INFORMATION:

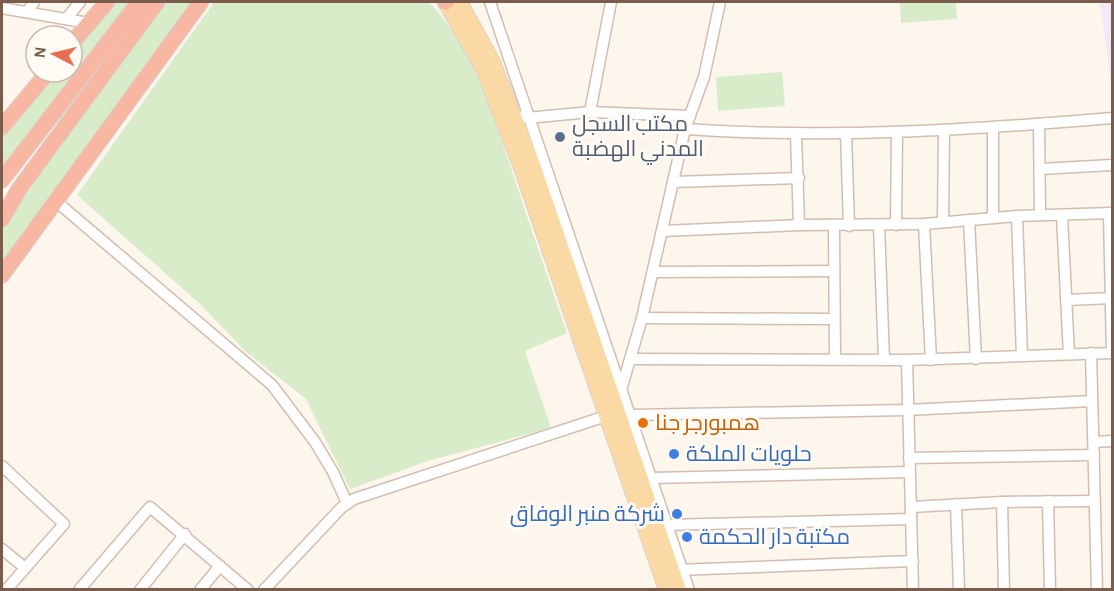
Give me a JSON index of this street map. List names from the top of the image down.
{
  "places": [
    "مكتب السجل المدني الهضبة",
    "همبورجر جنا",
    "حلويات الملكة",
    "شركة منبر الوفاق",
    "مكتبة دار الحكمة"
  ],
  "north": "left"
}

ASSIGNMENT:
The listing must be repeated word for word, and none of its pictures may appear in the copy.

RESPONSE TO THE EXERCISE:
Give me a JSON index of this street map. List names from the top of the image down.
{
  "places": [
    "مكتب السجل المدني الهضبة",
    "همبورجر جنا",
    "حلويات الملكة",
    "شركة منبر الوفاق",
    "مكتبة دار الحكمة"
  ],
  "north": "left"
}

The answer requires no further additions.